Abstract: Groundwater plays a significant role in domestic use and agricultural irrigation in rural areas of northern China. The untreated wastewater from the chemical plant was directly discharged into a seepage well, resulting in the pollution of groundwater. Assessing characteristics of groundwater organic pollution and identifying evolutionary mechanisms of hydrogeochemistry are beneficial for groundwater protection and sustainable management. Statistical methods (correlation analysis (CA) and principal component analysis (PCA)) combined with hydrogeochemical methods including Piper, Gibbs, Gaillardet, and ions binary diagrams and the chloride alkalinity index were employed to explore hydrogeochemical characteristics and evolutionary mechanisms. The results showed that cations were predominantly located at the Ca2+ end and anions were mostly close to the SO42− and Cl− end. The ion concentrations of groundwater were mainly affected by water–rock interactions. The weathering or dissolution of silicate (i.e., aluminosilicate minerals), evaporite (i.e., halite and gypsum), carbonate minerals (i.e., calcite and dolomite), cation exchange, and anthropogenic activities contribute to the chemical compositions of groundwater.
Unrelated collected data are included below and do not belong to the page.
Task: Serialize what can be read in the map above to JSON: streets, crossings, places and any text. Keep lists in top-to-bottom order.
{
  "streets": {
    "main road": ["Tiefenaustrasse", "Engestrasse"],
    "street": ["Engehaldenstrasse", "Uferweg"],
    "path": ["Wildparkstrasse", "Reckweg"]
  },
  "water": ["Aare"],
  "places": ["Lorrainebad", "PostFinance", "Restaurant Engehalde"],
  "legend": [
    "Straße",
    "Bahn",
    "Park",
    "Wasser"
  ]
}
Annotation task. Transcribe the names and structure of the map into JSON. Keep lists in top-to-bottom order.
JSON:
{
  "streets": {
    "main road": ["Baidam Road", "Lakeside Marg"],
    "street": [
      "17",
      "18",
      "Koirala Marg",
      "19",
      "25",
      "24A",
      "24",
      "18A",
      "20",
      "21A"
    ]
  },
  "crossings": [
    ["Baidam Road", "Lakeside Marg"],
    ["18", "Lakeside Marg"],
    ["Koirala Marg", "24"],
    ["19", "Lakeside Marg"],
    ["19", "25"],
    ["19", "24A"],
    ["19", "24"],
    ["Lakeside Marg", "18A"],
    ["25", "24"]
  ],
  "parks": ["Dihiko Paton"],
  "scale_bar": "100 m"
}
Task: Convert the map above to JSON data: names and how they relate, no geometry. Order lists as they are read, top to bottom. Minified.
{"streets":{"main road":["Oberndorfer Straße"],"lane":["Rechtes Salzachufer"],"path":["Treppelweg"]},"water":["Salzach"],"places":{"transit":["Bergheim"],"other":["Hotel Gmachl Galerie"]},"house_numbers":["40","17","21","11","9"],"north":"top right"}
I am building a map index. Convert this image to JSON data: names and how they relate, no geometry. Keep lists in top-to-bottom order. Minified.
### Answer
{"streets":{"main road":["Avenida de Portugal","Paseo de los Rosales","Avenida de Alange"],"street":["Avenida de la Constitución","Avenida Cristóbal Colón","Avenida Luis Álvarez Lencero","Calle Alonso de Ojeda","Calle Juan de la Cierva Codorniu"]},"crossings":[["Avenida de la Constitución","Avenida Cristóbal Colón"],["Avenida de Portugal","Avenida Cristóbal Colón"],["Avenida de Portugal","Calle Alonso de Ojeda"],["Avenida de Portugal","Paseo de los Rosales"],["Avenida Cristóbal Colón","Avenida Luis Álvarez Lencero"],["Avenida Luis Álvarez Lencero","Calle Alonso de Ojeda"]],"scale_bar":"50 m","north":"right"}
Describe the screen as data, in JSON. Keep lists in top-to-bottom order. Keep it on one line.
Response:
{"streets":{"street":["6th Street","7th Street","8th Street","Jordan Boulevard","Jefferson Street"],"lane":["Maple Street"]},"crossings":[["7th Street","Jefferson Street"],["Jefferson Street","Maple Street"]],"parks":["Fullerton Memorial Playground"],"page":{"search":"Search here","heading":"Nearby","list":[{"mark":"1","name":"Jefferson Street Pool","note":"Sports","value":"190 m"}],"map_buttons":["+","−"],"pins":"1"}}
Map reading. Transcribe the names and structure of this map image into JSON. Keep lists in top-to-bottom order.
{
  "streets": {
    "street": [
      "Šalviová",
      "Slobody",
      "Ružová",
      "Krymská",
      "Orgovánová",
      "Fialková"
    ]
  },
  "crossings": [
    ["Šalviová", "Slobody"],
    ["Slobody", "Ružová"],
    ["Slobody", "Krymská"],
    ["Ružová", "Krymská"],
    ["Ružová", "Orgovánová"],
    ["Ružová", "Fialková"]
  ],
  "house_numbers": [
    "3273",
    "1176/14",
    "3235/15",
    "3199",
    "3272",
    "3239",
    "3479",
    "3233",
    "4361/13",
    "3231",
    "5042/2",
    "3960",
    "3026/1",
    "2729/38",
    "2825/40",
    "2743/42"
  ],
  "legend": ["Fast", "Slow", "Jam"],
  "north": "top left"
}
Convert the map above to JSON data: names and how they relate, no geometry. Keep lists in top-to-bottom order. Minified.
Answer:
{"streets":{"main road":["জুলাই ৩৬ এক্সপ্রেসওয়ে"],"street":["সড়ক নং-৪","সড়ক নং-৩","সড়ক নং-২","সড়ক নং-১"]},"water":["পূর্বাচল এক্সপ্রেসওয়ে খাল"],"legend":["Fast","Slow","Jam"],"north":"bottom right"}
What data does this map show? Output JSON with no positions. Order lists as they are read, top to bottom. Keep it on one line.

Based on CA and PCA, the dissolution of halide minerals and the use of pesticides and fertilizers were the main factors controlling water chemistry. Additionally, the dissolution of sulfur-bearing minerals and gypsum was the key factor controlling the concentrations of Ca2+ and Mg2+. Application of mathematical statistical methods characterized that the exceedance rate of seven organic compounds with high detection rates were as follows: carbon tetrachloride (39.83%) > 1,1,2-trichloroethane (28.81%) > chloroform (10.17%) > trichloroethene (6.78%) > 1,1,2,2-tetrachloroethane (5.93%) > perchloroethylene (5.08%) > trichlorofluoromethane (0.85%). Simultaneously, pollution under the influence of volatilization and diffusion was significantly less than that in the direction of groundwater runoff.